Molecular studies provide deep insight into the genetic changes that underpinned this sensory transformation. The protein Prestin, encoded by the Prestin gene, is responsible for the rapid contractions of outer hair cells in the cochlea, enabling the high-frequency hearing necessary to process returning ultrasonic echoes. Analysis of the Prestin gene in echolocating bats reveals evidence of strong convergent evolution, meaning the specific amino acid changes that enhance high-frequency hearing appeared independently in different bat lineages.
This molecular convergence, also seen in other auditory genes like KCNQ4 and Tmc1, suggests that the genetic machinery for sophisticated echolocation was highly prone to evolving the required function or that the ability evolved more than once within the bat order. The combination of powered flight and laryngeal echolocation created a unique, highly specialized predator that dominated the nocturnal skies, leading to rapid diversification shortly after the Eocene.
Diversification into Modern Bat Groups
The initial evolutionary leaps of flight and echolocation paved the way for the immense radiation of bats, resulting in their division into two primary suborders: Yinpterochiroptera and Yangochiroptera. This classification, based on molecular data, replaced the older division of Megachiroptera (megabats) and Microchiroptera (microbats), which was found to be inaccurate because molecular evidence showed some microbats are genetically closer to megabats than to other microbats.
The Yinpterochiroptera suborder includes the Old World fruit bats (Pteropodidae), the only bat family that does not use laryngeal echolocation, relying instead on keen eyesight and smell. These bats are primarily frugivorous and nectarivorous, feeding on fruit, pollen, and flowers.

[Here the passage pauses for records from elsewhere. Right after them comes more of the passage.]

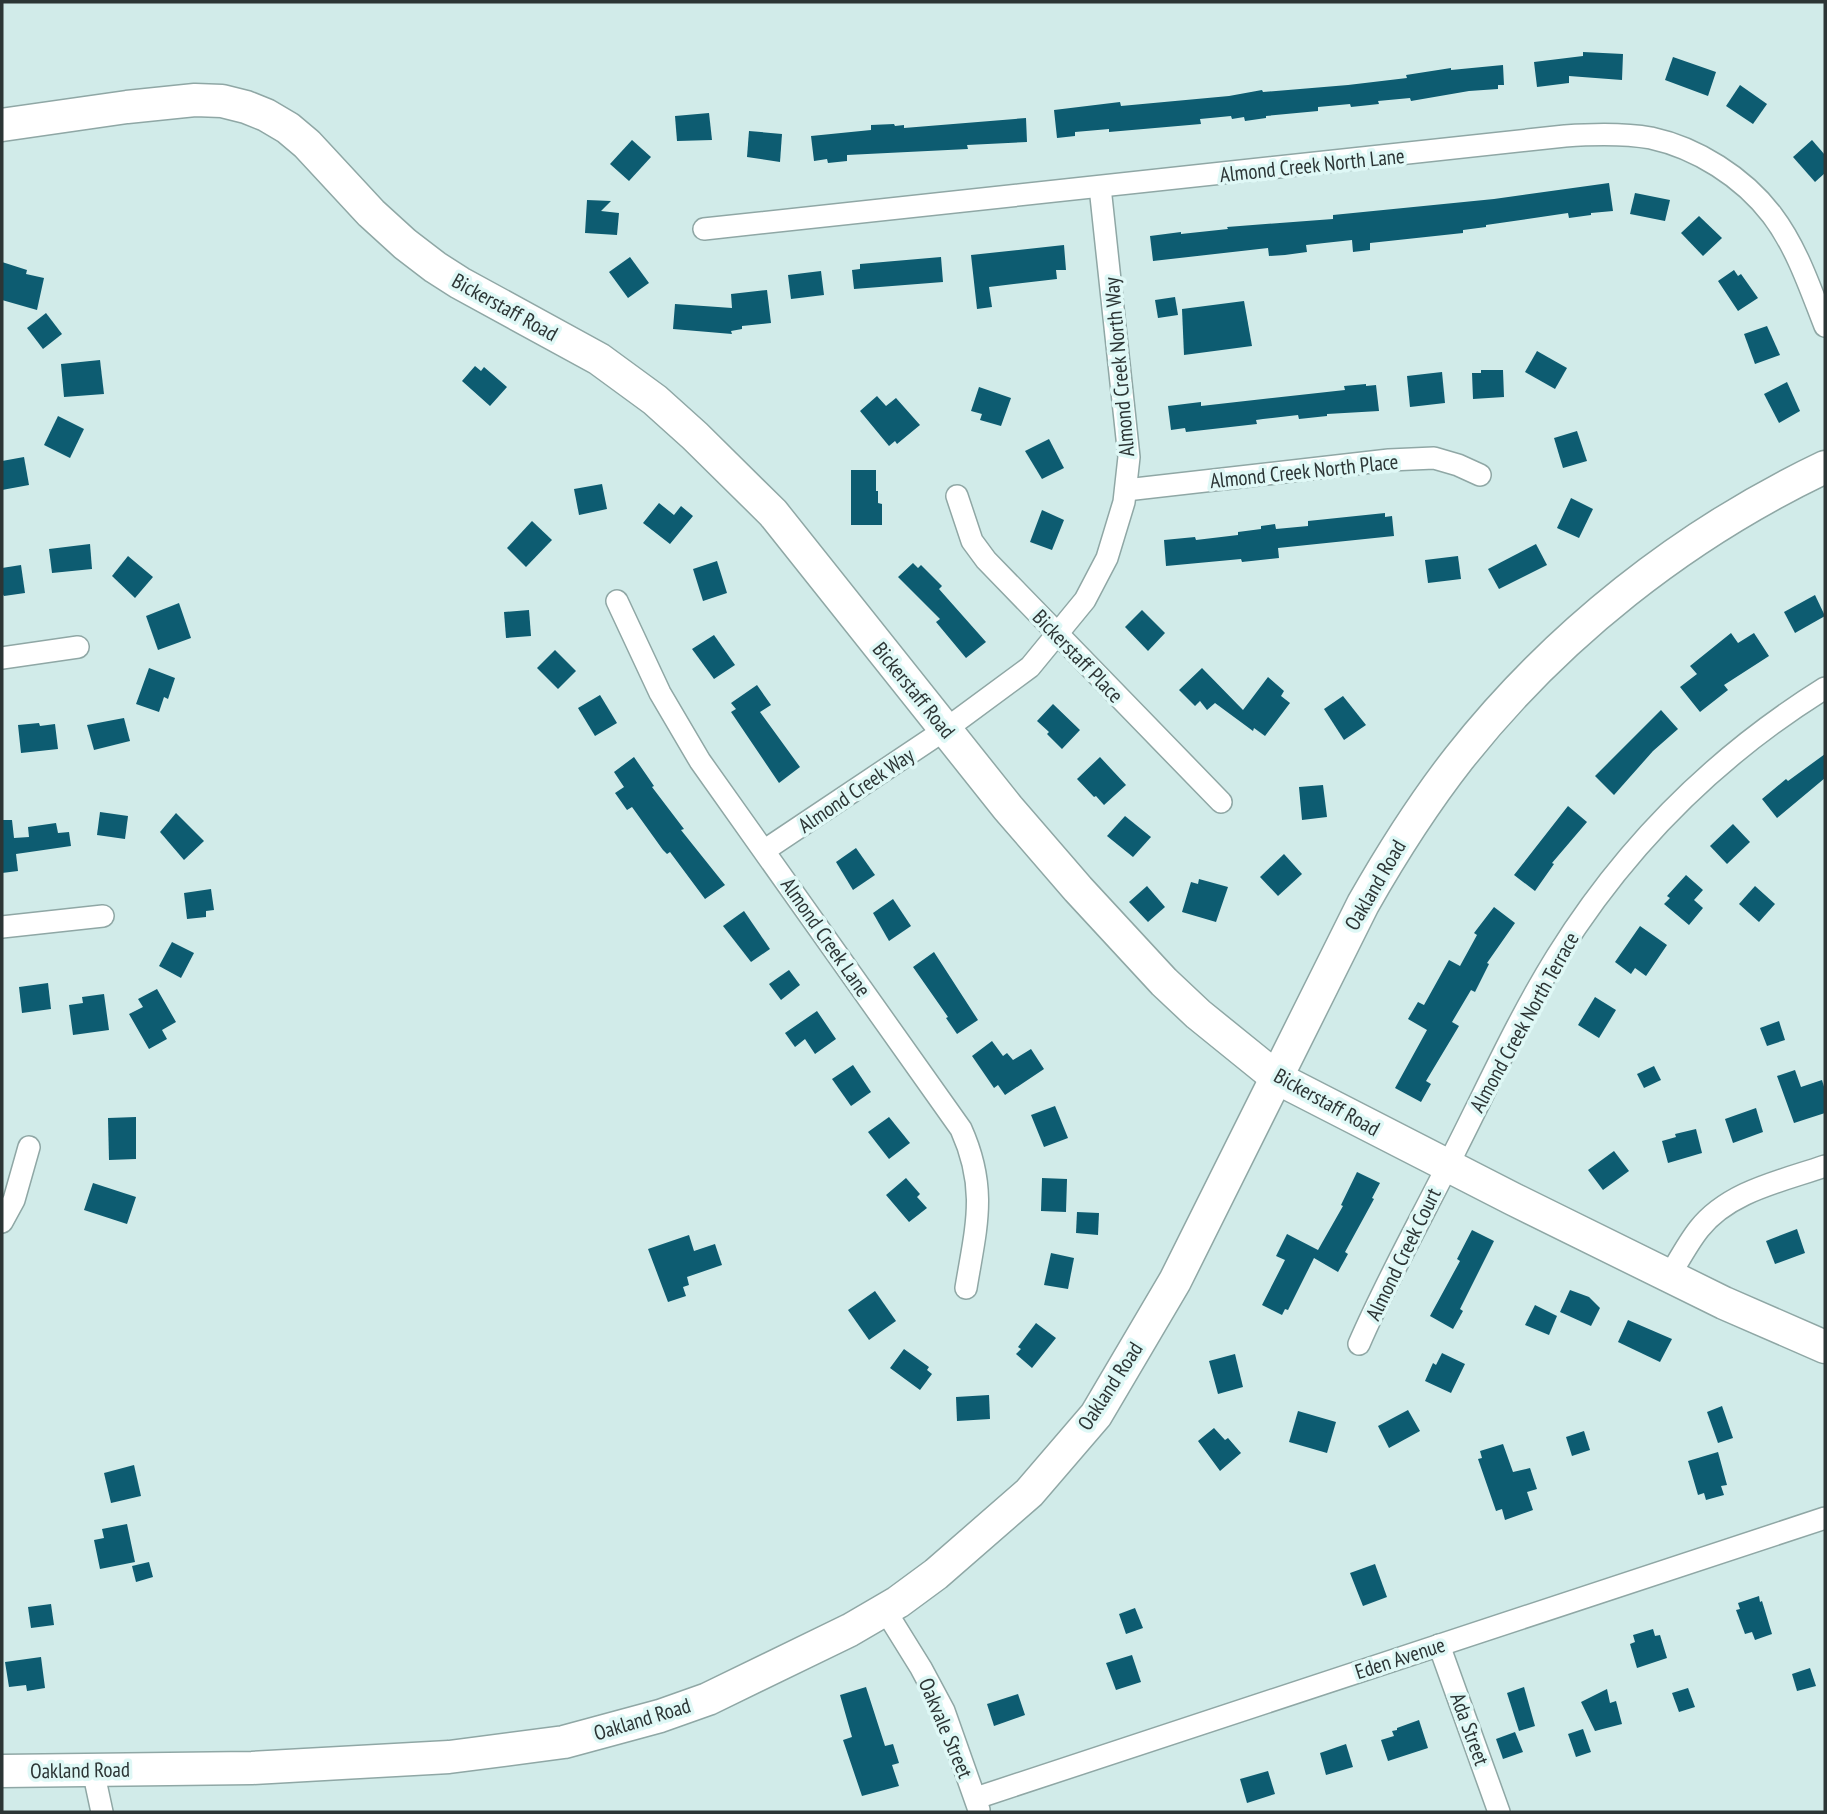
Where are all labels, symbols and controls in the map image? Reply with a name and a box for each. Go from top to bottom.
street label: Almond Creek North Lane [1218,142,1406,188]
street label: Bickerstaff Road [447,267,563,347]
street label: Almond Creek North Way [1098,276,1140,458]
street label: Almond Creek North Place [1208,448,1400,494]
street label: Bickerstaff Place [1027,604,1129,708]
street label: Bickerstaff Road [867,636,961,744]
street label: Almond Creek Way [793,741,919,839]
street label: Oakland Road [1338,835,1412,935]
street label: Almond Creek Lane [775,872,877,1002]
street label: Almond Creek North Terrace [1463,927,1585,1117]
street label: Bickerstaff Road [1269,1062,1385,1142]
street label: Almond Creek Court [1359,1183,1447,1325]
street label: Oakland Road [1071,1337,1149,1435]
street label: Eden Avenue [1352,1631,1448,1685]
street label: Oakvale Street [913,1674,979,1782]
street label: Ada Street [1444,1689,1496,1769]
street label: Oakland Road [590,1691,694,1747]
street label: Oakland Road [30,1756,130,1784]

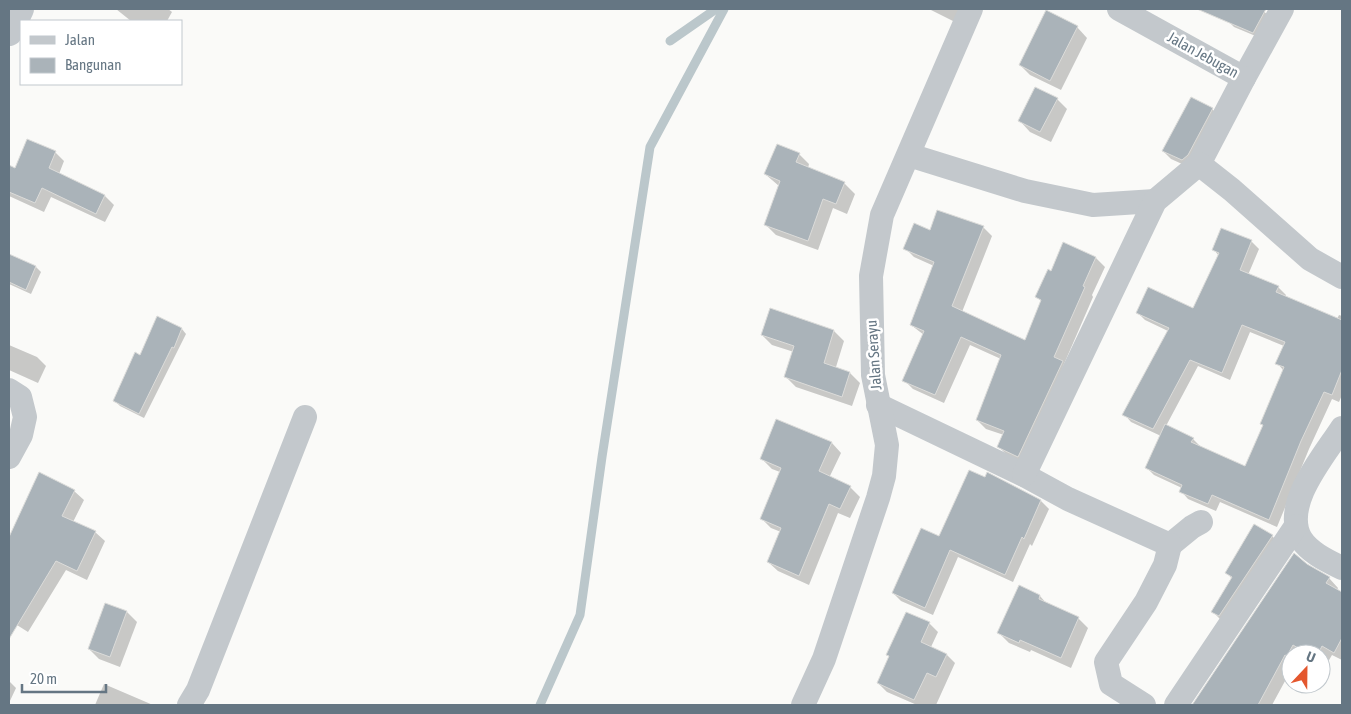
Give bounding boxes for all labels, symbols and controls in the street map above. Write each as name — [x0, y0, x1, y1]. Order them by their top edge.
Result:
legend — [20, 20, 182, 85]
street label: Jalan Jebugan — [1165, 28, 1242, 81]
text: Jalan — [65, 31, 95, 48]
text: Bangunan — [65, 56, 122, 73]
street label: Jalan Serayu — [863, 320, 884, 390]
north arrow — [1281, 644, 1331, 694]
text: U — [1304, 648, 1318, 666]
scale bar — [22, 662, 106, 694]
text: 20 m — [30, 670, 57, 687]

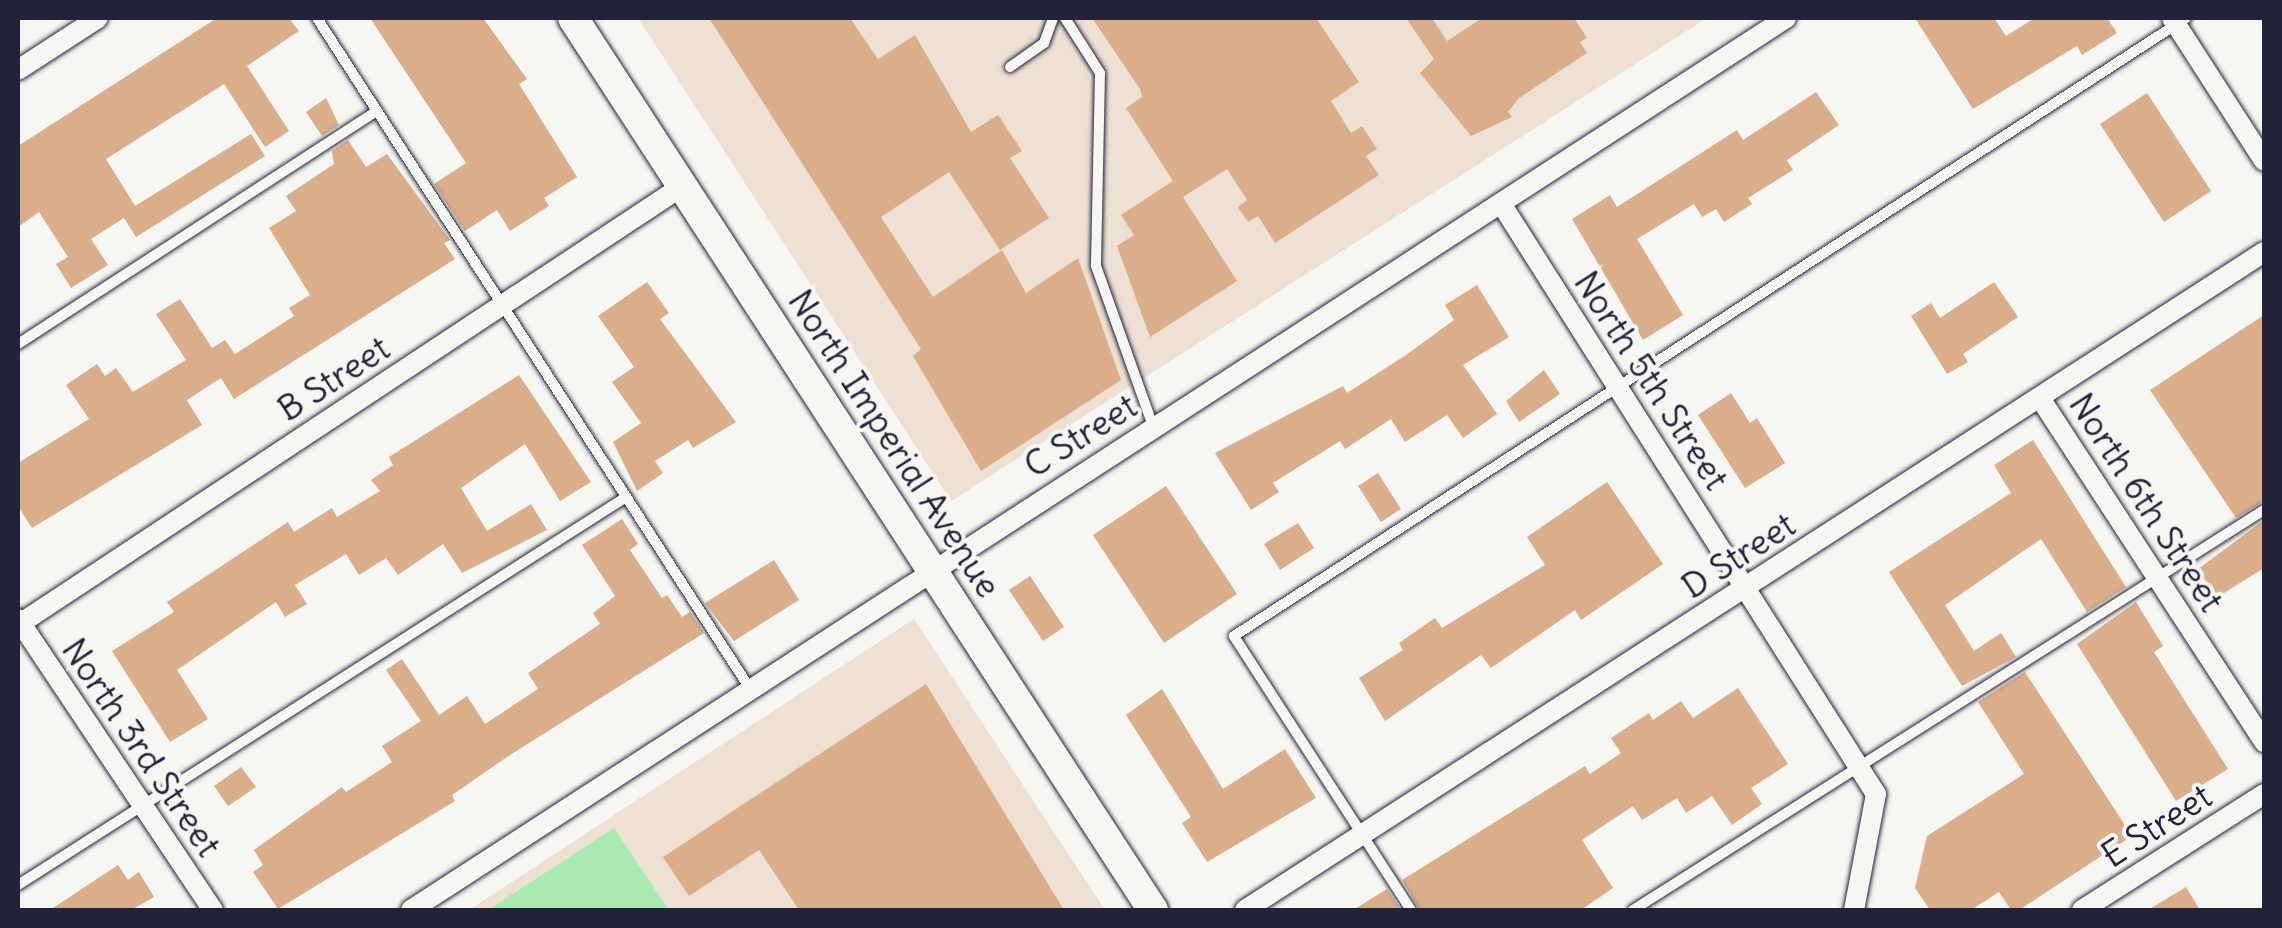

However, Yinpterochiroptera also encompasses several families of echolocating microbats, such as the horseshoe bats (Rhinolophidae), which are specialized insectivores using complex calls emitted through their nostrils.
The Yangochiroptera suborder contains the vast majority of the world’s bat species and is characterized by its members’ universal use of laryngeal echolocation and incredible dietary plasticity. While most Yangochiroptera are insectivorous, they have diversified into an array of specialized ecological niches across the globe. This suborder includes bats that feed on fish, frogs, and other small vertebrates, as well as the unique vampire bats, the only mammals that feed exclusively on the blood of other animals.
This post-Eocene diversification, peaking between 30 and 50 million years ago, showcases how the innovations of flight and echolocation allowed bats to exploit resources unavailable to other mammals. The resulting variety of diets, ranging from specialized nectivores to hard-shelled insect crushers, demonstrates the outcome of this powerful evolutionary event.